Boston se une a Golden State en las Finales

Boston se clasificó para las Finales de la NBA al vencer a Miami (100-96) el domingo en el Juego 7 de las Finales de la Conferencia Este. Los Celtics se enfrentarán a los Golden State Warriors

Después de doce años de espera, Bostón revive las finales de la NBA que tantas veces ha jugado: de la mano de Jayson Tatum, ganó (100-96) en Miami el decisivo séptimo partido de su final de la Conferencia Este, pese a Jimmy Butler, el domingo en los play-offs. Los Celtics se enfrentarán a partir del jueves 2 de junio a Golden State, para intentar conquistar un 18º título récord en 22 finales y volver a batir a sus eternos rivales de Los Angeles Lakers, que se les había unido en lo más alto de la lista tras su coronación en la burbuja de Orlando hace dos años, a expensas del… Heat.

Este será solo el segundo encuentro en esta etapa entre estos dos equipos icónicos de la liga.
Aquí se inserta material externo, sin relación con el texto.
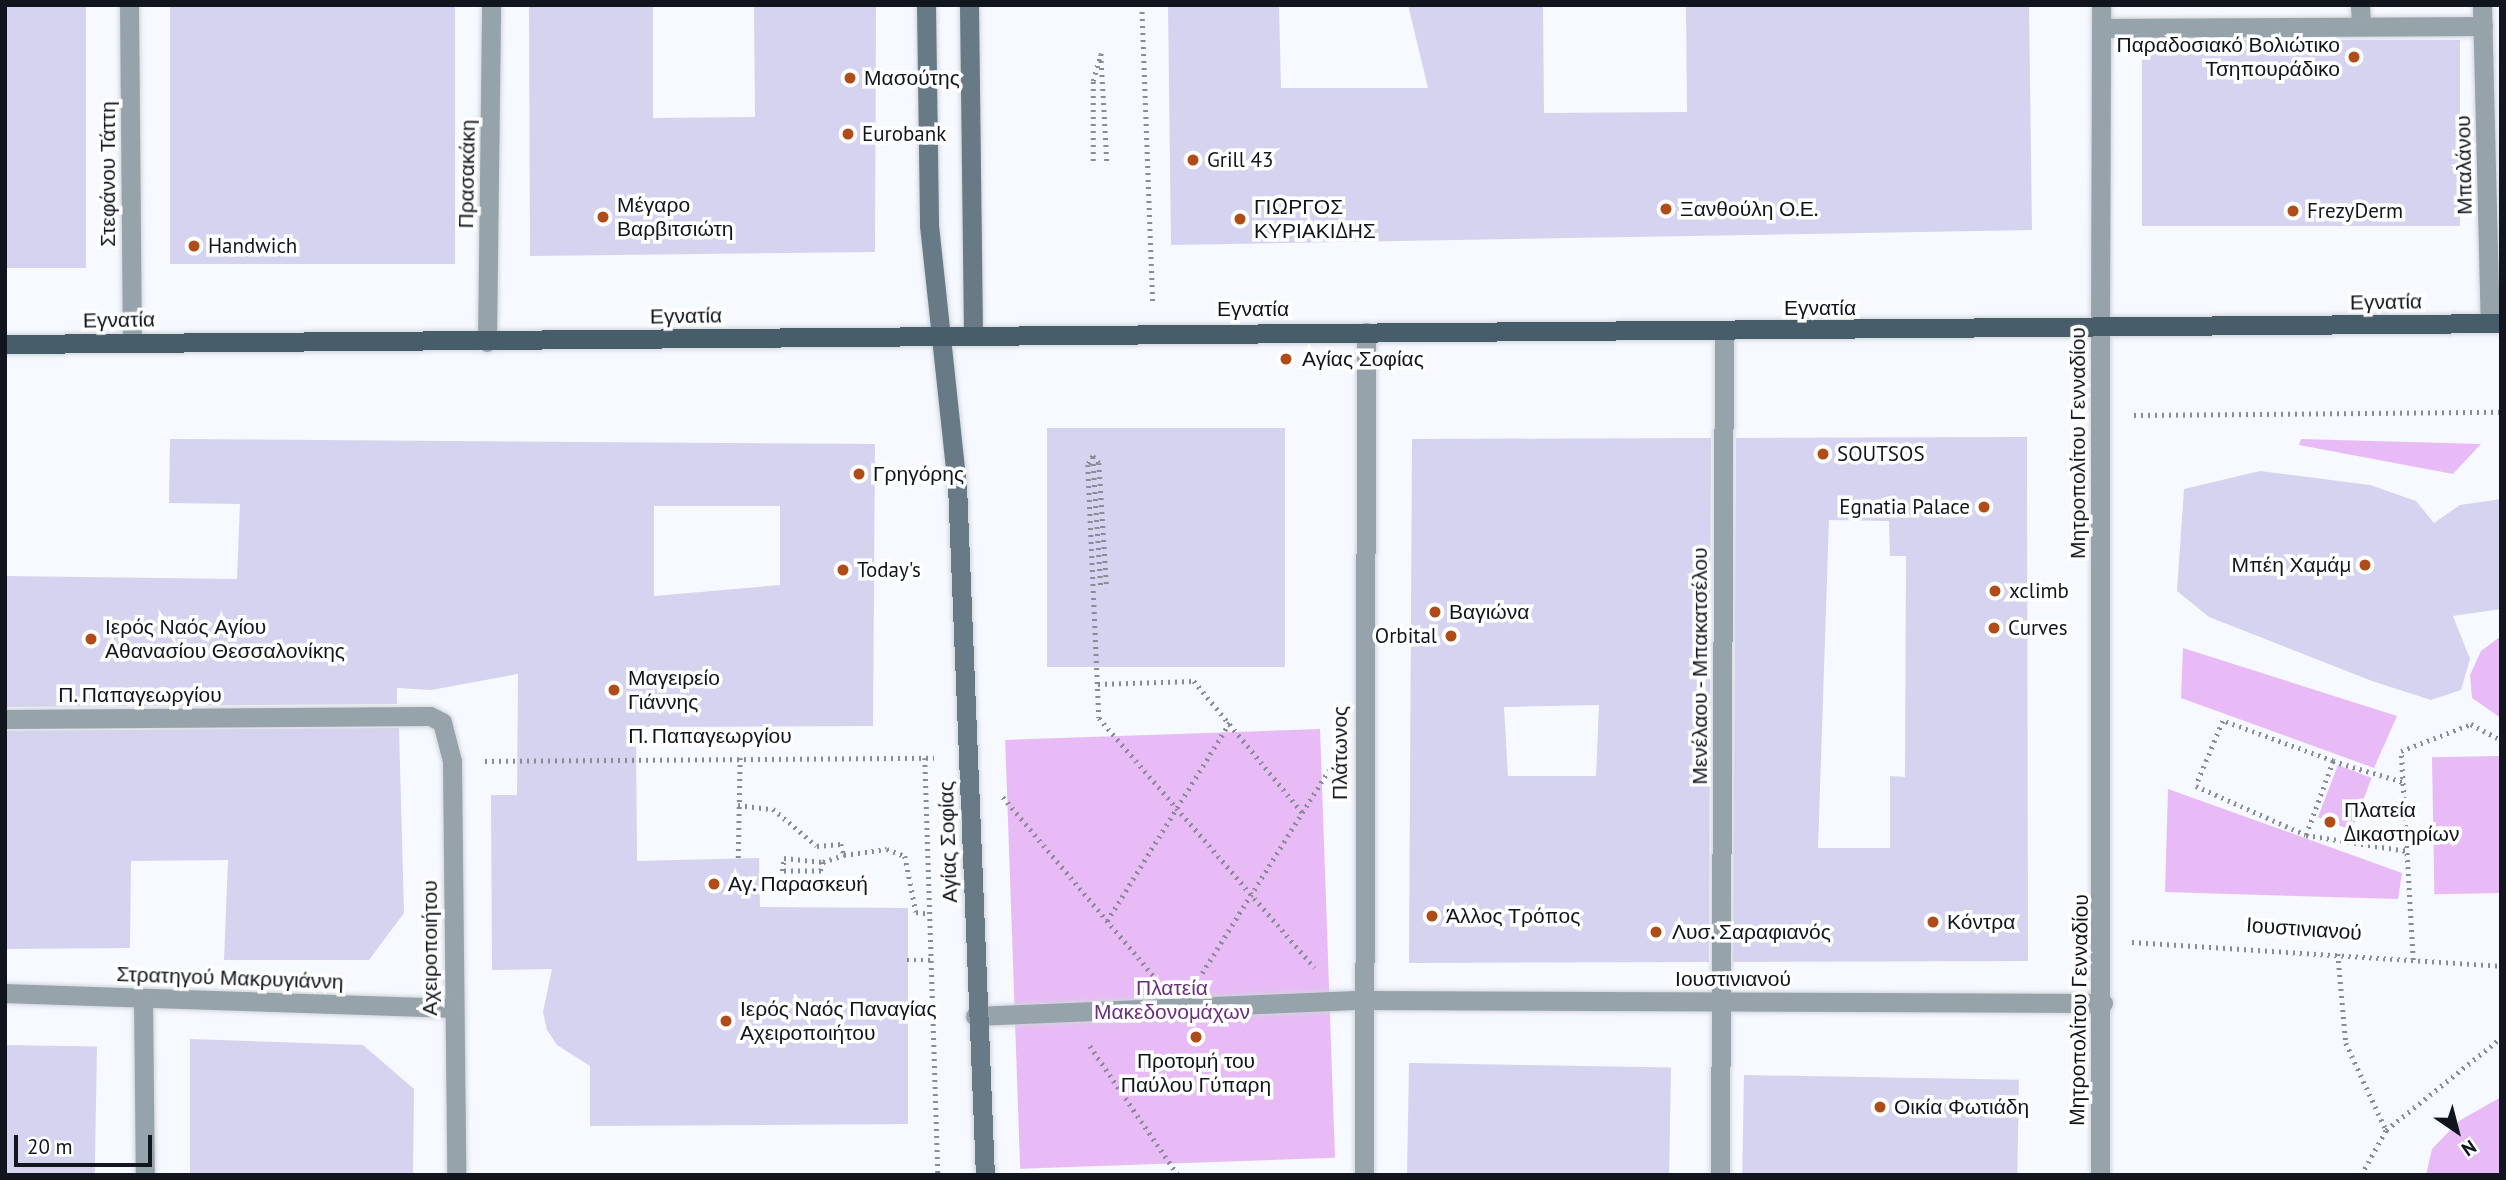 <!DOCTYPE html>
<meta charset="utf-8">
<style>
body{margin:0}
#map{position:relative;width:2506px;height:1180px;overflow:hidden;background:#f6f9ff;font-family:"PT Sans",sans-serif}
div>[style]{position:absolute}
.green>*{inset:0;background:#e8bbf6;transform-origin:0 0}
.building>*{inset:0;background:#d5d3ef;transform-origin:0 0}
.path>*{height:4.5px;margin-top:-2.25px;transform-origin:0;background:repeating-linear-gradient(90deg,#888c94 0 2px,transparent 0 7px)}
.roads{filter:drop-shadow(0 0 2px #d1d5db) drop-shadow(0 0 2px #d1d5db)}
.pedestrian>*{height:19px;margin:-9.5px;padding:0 9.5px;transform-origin:9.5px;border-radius:9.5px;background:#97a3ab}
.minor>*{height:19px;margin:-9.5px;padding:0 9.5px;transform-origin:9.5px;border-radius:9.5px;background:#97a3ab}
.tertiary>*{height:19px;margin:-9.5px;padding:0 9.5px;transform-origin:9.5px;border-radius:9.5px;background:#97a3ab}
.secondary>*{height:19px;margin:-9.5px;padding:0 9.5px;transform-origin:9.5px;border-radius:9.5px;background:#687a85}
.primary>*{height:19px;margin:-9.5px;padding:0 9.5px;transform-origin:9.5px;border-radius:9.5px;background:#475d6a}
.dots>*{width:19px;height:19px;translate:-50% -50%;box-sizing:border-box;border:4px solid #fff;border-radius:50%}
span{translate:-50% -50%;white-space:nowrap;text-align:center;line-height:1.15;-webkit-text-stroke:7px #fff;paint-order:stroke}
.poi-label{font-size:21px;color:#10151e}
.right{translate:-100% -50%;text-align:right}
.left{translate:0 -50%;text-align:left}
.street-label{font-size:21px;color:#10151e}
.park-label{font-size:21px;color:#6b307c}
.frame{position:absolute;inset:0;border:7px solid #10151e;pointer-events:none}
.north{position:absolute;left:2422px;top:1096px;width:70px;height:70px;-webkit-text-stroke:5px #fff;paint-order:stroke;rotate:145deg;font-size:19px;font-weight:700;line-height:28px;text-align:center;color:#10151e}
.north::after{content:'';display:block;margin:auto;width:24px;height:32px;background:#10151e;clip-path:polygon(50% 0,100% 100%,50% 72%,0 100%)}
.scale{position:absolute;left:14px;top:1135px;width:138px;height:32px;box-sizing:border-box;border:4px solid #10151e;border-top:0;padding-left:9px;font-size:21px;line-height:24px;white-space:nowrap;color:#10151e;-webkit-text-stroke:5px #fff;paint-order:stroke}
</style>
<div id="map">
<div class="green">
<div style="clip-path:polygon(2301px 439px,2481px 444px,2453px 474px,2299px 445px)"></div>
<div style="clip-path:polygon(2501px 636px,2501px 718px,2472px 698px,2470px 675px,2481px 651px)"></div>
<div style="clip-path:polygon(2183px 648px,2397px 716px,2374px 768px,2181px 698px)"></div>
<div style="left:1320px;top:729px;width:429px;height:315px;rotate:88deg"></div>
<div style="left:2499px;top:756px;width:137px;height:67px;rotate:89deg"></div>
<div style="left:2338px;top:765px;width:36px;height:56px;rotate:21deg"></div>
<div style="clip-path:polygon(2168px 789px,2402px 873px,2398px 899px,2165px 892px)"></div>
<div style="clip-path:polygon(2501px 1097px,2501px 1175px,2426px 1175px,2432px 1149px,2459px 1121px)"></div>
</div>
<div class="building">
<div style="left:5px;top:5px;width:81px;height:263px"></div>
<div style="left:170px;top:5px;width:285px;height:259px"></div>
<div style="clip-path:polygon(529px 5px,653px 5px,653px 118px,755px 117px,754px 5px,876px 5px,875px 252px,530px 256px)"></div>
<div style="clip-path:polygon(1168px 5px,1279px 5px,1281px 88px,1428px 88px,1408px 5px,1543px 5px,1544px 113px,1687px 112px,1686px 5px,2029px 5px,2032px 230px,1171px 245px)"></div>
<div style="left:2142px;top:40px;width:318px;height:186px"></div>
<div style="left:1285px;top:428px;width:239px;height:238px;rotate:90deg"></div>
<div style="clip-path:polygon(evenodd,2027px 437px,2028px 961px,1733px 962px,1736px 438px,2027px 437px,1829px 520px,1889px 521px,1890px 556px,1906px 556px,1905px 777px,1890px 776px,1890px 848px,1818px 848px,1829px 520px)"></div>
<div style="clip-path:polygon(evenodd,1711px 438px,1709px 962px,1409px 963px,1412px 439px,1711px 438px,1599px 705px,1596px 776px,1508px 776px,1504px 707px,1599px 705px)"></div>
<div style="clip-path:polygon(evenodd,170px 439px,875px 444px,873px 726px,636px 727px,637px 861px,759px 858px,760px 907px,908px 908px,908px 1124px,590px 1126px,590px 1066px,557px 1045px,547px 1030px,543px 1012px,552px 969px,492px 970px,491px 795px,517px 795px,518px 674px,431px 690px,397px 688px,397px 704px,5px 707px,5px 576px,237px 579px,240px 504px,169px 503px,170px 439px,654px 506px,780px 506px,780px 585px,654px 596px,654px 506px)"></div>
<div style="clip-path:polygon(2260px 471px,2370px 485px,2416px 501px,2434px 523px,2460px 505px,2501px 499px,2501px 609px,2453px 616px,2470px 659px,2461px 690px,2431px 700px,2372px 681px,2209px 617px,2177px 591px,2184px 489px)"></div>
<div style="clip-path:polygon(399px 728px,404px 913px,369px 960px,224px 960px,228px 860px,131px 861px,130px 948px,5px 949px,5px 731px)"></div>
<div style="clip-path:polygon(190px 1039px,363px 1045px,414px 1089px,413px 1175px,190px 1175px)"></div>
<div style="left:5px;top:1045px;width:92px;height:130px;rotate:1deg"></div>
<div style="left:1409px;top:1063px;width:262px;height:112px;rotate:1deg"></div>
<div style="left:1744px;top:1075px;width:275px;height:100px;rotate:1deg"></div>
</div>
<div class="path">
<div style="left:1142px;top:5px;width:297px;rotate:87.9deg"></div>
<div style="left:1101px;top:54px;width:108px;rotate:86.8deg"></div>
<div style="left:1093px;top:161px;width:80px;rotate:-90deg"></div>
<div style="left:1093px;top:81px;width:29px;rotate:-74deg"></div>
<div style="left:2134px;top:415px;width:367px;rotate:-0.5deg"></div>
<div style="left:1093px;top:456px;width:10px;rotate:119deg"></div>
<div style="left:1088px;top:465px;width:253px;rotate:87.5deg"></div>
<div style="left:1099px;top:718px;width:330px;rotate:49.2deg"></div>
<div style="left:1093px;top:456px;width:9px;rotate:49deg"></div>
<div style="left:1099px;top:463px;width:126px;rotate:86.4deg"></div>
<div style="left:1093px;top:457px;width:132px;rotate:86.5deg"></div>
<div style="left:1098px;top:684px;width:96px;rotate:-1.8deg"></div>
<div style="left:1194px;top:681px;width:170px;rotate:50.5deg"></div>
<div style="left:925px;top:758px;width:417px;rotate:88.2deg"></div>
<div style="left:485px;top:761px;width:449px;rotate:-0.4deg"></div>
<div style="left:2333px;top:761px;width:73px;rotate:16.7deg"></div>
<div style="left:1003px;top:797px;width:233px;rotate:49.9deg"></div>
<div style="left:738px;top:805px;width:35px;rotate:7deg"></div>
<div style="left:773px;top:809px;width:57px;rotate:40.1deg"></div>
<div style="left:817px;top:846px;width:24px;rotate:-5deg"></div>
<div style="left:841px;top:844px;width:11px;rotate:75deg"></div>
<div style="left:844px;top:855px;width:43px;rotate:-7.9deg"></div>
<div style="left:887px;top:849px;width:19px;rotate:21deg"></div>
<div style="left:905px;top:856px;width:57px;rotate:78.9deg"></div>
<div style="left:916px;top:912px;width:14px;rotate:8deg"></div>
<div style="left:2306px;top:835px;width:79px;rotate:-70deg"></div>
<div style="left:2333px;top:761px;width:117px;rotate:-160deg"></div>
<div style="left:2223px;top:721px;width:70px;rotate:112.6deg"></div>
<div style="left:2196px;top:786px;width:120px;rotate:24deg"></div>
<div style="left:2306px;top:835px;width:102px;rotate:9deg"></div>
<div style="left:738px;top:858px;width:100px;rotate:-88.9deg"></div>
<div style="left:823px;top:862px;width:9px;rotate:103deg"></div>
<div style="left:821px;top:871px;width:39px;rotate:180deg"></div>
<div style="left:782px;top:871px;width:13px;rotate:-81deg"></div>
<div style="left:784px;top:858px;width:39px;rotate:6deg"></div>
<div style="left:823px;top:862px;width:22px;rotate:-18deg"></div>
<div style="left:1107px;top:921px;width:234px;rotate:-58.3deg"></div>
<div style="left:2132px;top:942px;width:370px;rotate:3.7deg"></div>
<div style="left:2338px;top:954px;width:89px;rotate:84.9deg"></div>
<div style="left:2346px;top:1043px;width:96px;rotate:65.3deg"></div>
<div style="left:907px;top:960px;width:24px"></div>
<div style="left:2413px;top:960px;width:209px;rotate:-93.3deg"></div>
<div style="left:2401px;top:751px;width:75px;rotate:-21.1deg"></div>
<div style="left:2471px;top:724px;width:34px;rotate:28deg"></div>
<div style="left:1202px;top:973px;width:239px;rotate:-58deg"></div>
<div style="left:1090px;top:1046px;width:156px;rotate:55.7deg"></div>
<div style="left:2361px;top:1175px;width:51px;rotate:-60.9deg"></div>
<div style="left:2386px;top:1130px;width:147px;rotate:-38.7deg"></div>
</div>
<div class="roads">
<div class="pedestrian">
<div style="left:2360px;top:5px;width:20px;rotate:87deg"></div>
<div style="left:2482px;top:5px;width:318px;rotate:88.6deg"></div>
<div style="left:2101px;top:28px;width:382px;rotate:-0.3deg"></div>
<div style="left:975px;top:1016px;width:387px;rotate:-2.4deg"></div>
</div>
<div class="minor">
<div style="left:129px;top:5px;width:337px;rotate:89.5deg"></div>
<div style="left:2100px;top:330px;width:325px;rotate:-89.8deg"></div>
<div style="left:487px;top:342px;width:337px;rotate:-89.3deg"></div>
<div style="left:5px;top:719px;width:425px;rotate:-0.4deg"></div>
<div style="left:430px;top:716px;width:13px;rotate:27deg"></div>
<div style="left:442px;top:722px;width:40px;rotate:75.6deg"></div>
<div style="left:452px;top:761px;width:414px;rotate:89.4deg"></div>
<div style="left:5px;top:993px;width:448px;rotate:1.9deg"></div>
<div style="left:143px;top:998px;width:177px;rotate:89.4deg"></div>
<div style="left:1362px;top:1000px;width:741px;rotate:0.23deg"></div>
<div style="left:1364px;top:1175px;width:843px;rotate:-89.86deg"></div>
<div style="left:1720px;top:1175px;width:844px;rotate:-89.73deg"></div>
</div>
<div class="tertiary">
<div style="left:2100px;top:330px;width:845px;rotate:90deg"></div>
</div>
<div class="secondary">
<div style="left:926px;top:5px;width:220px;rotate:89.2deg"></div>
<div style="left:929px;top:225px;width:262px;rotate:83.9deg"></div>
<div style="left:957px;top:485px;width:691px;rotate:87.68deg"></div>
<div style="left:969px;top:5px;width:327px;rotate:89.3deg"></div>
</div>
<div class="primary">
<div style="left:5px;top:344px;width:2496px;rotate:-0.48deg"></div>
</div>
</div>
<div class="dots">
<div style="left:2354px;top:57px;background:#b04c17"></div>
<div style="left:850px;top:78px;background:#b04c17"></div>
<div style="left:848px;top:134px;background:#b04c17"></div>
<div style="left:1193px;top:160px;background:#b04c17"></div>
<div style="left:1666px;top:209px;background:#b04c17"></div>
<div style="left:2293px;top:211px;background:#b04c17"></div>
<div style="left:603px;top:217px;background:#b04c17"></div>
<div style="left:1240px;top:219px;background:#b04c17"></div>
<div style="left:194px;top:246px;background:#b04c17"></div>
<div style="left:1286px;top:359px;background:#b04c17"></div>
<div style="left:1823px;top:454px;background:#b04c17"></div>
<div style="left:859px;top:474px;background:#b04c17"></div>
<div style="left:1984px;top:507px;background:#b04c17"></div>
<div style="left:2365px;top:565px;background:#b04c17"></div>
<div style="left:843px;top:570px;background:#b04c17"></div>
<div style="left:1995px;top:591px;background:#b04c17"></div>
<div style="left:1435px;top:612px;background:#b04c17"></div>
<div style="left:1994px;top:628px;background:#b04c17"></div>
<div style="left:1451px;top:636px;background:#b04c17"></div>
<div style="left:91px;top:639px;background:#b04c17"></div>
<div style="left:614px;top:690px;background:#b04c17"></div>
<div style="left:2330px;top:822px;background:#b04c17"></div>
<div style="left:714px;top:884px;background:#b04c17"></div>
<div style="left:1432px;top:916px;background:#b04c17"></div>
<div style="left:1933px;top:922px;background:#b04c17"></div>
<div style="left:1656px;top:932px;background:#b04c17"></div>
<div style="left:726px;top:1021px;background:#b04c17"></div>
<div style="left:1196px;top:1037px;background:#b04c17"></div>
<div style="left:1880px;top:1107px;background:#b04c17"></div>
</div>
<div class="poi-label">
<span class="right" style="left:2340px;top:57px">Παραδοσιακό Βολιώτικο<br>Τσηπουράδικο</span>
<span class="left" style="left:864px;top:78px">Μασούτης</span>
<span class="left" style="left:862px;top:134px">Eurobank</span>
<span class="left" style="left:1207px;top:160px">Grill 43</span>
<span class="left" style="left:617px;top:217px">Μέγαρο<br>Βαρβιτσιώτη</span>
<span class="left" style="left:1254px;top:219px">ΓΙΩΡΓΟΣ<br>ΚΥΡΙΑΚΙΔΗΣ</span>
<span class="left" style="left:1680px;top:209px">Ξανθούλη Ο.Ε.</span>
<span class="left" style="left:2307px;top:211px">FrezyDerm</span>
<span class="left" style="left:208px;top:246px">Handwich</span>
<span class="left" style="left:1302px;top:359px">Αγίας Σοφίας</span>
<span class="left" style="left:1837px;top:454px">SOUTSOS</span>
<span class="left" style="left:873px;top:474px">Γρηγόρης</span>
<span class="right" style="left:1970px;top:507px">Egnatia Palace</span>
<span class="right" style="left:2351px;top:565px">Μπέη Χαμάμ</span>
<span class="left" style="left:857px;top:570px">Today's</span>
<span class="left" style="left:2009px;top:591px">xclimb</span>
<span class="left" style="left:1449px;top:612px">Βαγιώνα</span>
<span class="left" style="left:105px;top:639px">Ιερός Ναός Αγίου<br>Αθανασίου Θεσσαλονίκης</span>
<span class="left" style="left:2008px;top:628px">Curves</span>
<span class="right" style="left:1437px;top:636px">Orbital</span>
<span class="left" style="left:628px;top:690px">Μαγειρείο<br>Γιάννης</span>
<span class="left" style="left:2344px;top:822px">Πλατεία<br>Δικαστηρίων</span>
<span class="left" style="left:728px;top:884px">Αγ. Παρασκευή</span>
<span class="left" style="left:1446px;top:916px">Άλλος Τρόπος</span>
<span class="left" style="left:1947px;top:922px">Κόντρα</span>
<span class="left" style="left:1672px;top:932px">Λυσ. Σαραφιανός</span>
<span class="left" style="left:740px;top:1021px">Ιερός Ναός Παναγίας<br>Αχειροποιήτου</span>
<span style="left:1196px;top:1073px">Προτομή του<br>Παύλου Γύπαρη</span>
<span class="left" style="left:1894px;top:1107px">Οικία Φωτιάδη</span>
</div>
<div class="street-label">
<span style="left:2464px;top:165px;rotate:-91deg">Μπαλάνου</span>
<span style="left:108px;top:174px;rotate:-90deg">Στεφάνου Τάττη</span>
<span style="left:467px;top:174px;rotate:-89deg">Πρασακάκη</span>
<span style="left:2386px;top:302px;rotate:-1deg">Εγνατία</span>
<span style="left:1820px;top:308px">Εγνατία</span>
<span style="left:1253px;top:309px">Εγνατία</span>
<span style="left:686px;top:316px;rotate:-1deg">Εγνατία</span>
<span style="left:119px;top:320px;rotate:-1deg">Εγνατία</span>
<span style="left:2078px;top:443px;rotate:-90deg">Μητροπολίτου Γενναδίου</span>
<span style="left:1700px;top:666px;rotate:-90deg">Μενέλαου - Μπακατσέλου</span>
<span style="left:140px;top:695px">Π. Παπαγεωργίου</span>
<span style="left:710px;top:736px">Π. Παπαγεωργίου</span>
<span style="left:1340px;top:753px;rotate:-90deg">Πλάτωνος</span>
<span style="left:948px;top:842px;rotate:-92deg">Αγίας Σοφίας</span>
<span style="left:2304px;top:929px;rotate:4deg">Ιουστινιανού</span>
<span style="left:430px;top:948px;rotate:-90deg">Αχειροποιήτου</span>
<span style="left:230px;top:978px;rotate:2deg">Στρατηγού Μακρυγιάννη</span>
<span style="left:1733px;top:979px">Ιουστινιανού</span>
<span style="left:2079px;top:1010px;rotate:-89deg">Μητροπολίτου Γενναδίου</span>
</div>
<div class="park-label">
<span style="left:1172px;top:1000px">Πλατεία<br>Μακεδονομάχων</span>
</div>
<div class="frame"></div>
<div class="north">N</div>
<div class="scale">20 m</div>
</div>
En 1964, en el apogeo de su hegemonía, marcado por ganar nueve campeonatos seguidos, los C’s vencieron a los San Francisco Warriors, en el contexto de una de las mayores rivalidades de la historia entre Bill Russell y Wilt Chamberlain.

Esta vez, Jayson Tatum y Jaylen Brown tendrán la oportunidad de escribir su propia historia, después de otros legendarios Celtics, los Bob Cousy, John Havlicek, Larry Bird y otros Paul Pierce, quien había llevado al club a su último título en 2008. contra los Lakers. Los “Jay-Jay”, perfectamente apoyados por Marcus Smart, fueron fundamentales para el éxito de los Celtics. Entre ambos anotaron las tres cuartas partes de los puntos del equipo (24, 24 y 20).

Tatum convoca a Kobe

Tatum (10 rbds 6 asistencias, 2 tapones), que lució un brazalete con el flocado n° 24 de su ídolo Kobe Bryant “para invocar su saber hacer en los partidos n° 7”, fue de sangre fría y excelente en la organización ofensiva del equipo. Y este trío no estuvo de más para evitar que Jimmy Butler (35 pts, 9 rebotes), todavía heroico, y Bam Adebayo en el interior (25 pts, 11 rebotes), permitieran que los Heat lograran una remontada infernal. Porque Boston siempre ha estado adelante en el marcador en este encuentro, culminando su ventaja en 17 unidades en el 2do cuarto (34-17, luego 45-32). Y ver a Miami solo apuntar a -6 en el descanso fue un milagro.

Pero este milagro llevaba el nombre de Butler. En este segundo cuarto, el lateral aguantó con el brazo extendido, encarando al C entonces mucho más habilidoso detrás del arco (20/8 contra 13/3) y mucho mejor organizado, anotando 18 de 24 puntos (al 11/8 en tiros) de su primer periodo. Estaba a tiempo para su destacada actuación 48 horas antes en Boston, donde había plantado 47 peones. Pero después de meter doce puntos más en el 3er cuarto, durante el cual la brecha entre los dos equipos jugó como un acordeón, pasando de dos (56-54) a trece unidades (67-54), Jimmy empezó a cansarse.

Ilustración a 16 segundos del final, cuando su falta de lucidez, combinada con el deseo de ser el héroe de la velada, lo traicionaron. Los Heat habían vuelto a estar a dos puntos (98-96) tras una nueva banderilla de Strus y tras agarrar un rebote, prefirió disparar desde larga distancia para poner a los suyos por delante por primera vez en el partido, mientras posibilidades bajo techo. EQ sonaba más razonable. Falló el arco y detrás de Marcus Smart (9 rebotes, 5 asistencias, 2 intercepciones) metió los dos tiros libres que enviaron a los Celtics a la final.

La racha de la franquicia de Massachusetts es ejemplar, ya que solo ocuparon el noveno puesto tras 41 partidos de temporada regular y se recuperaron de forma admirable en el segundo partido para subir a la 2ª posición, premiando el trabajo de su entrenador Ime Udoka, que supo crear química con sus jugadores Todavía habrá que perfeccionarlo ante los Warriors de Stephen Curry, que intentarán conquistar un 4º título en seis finales desde 2015.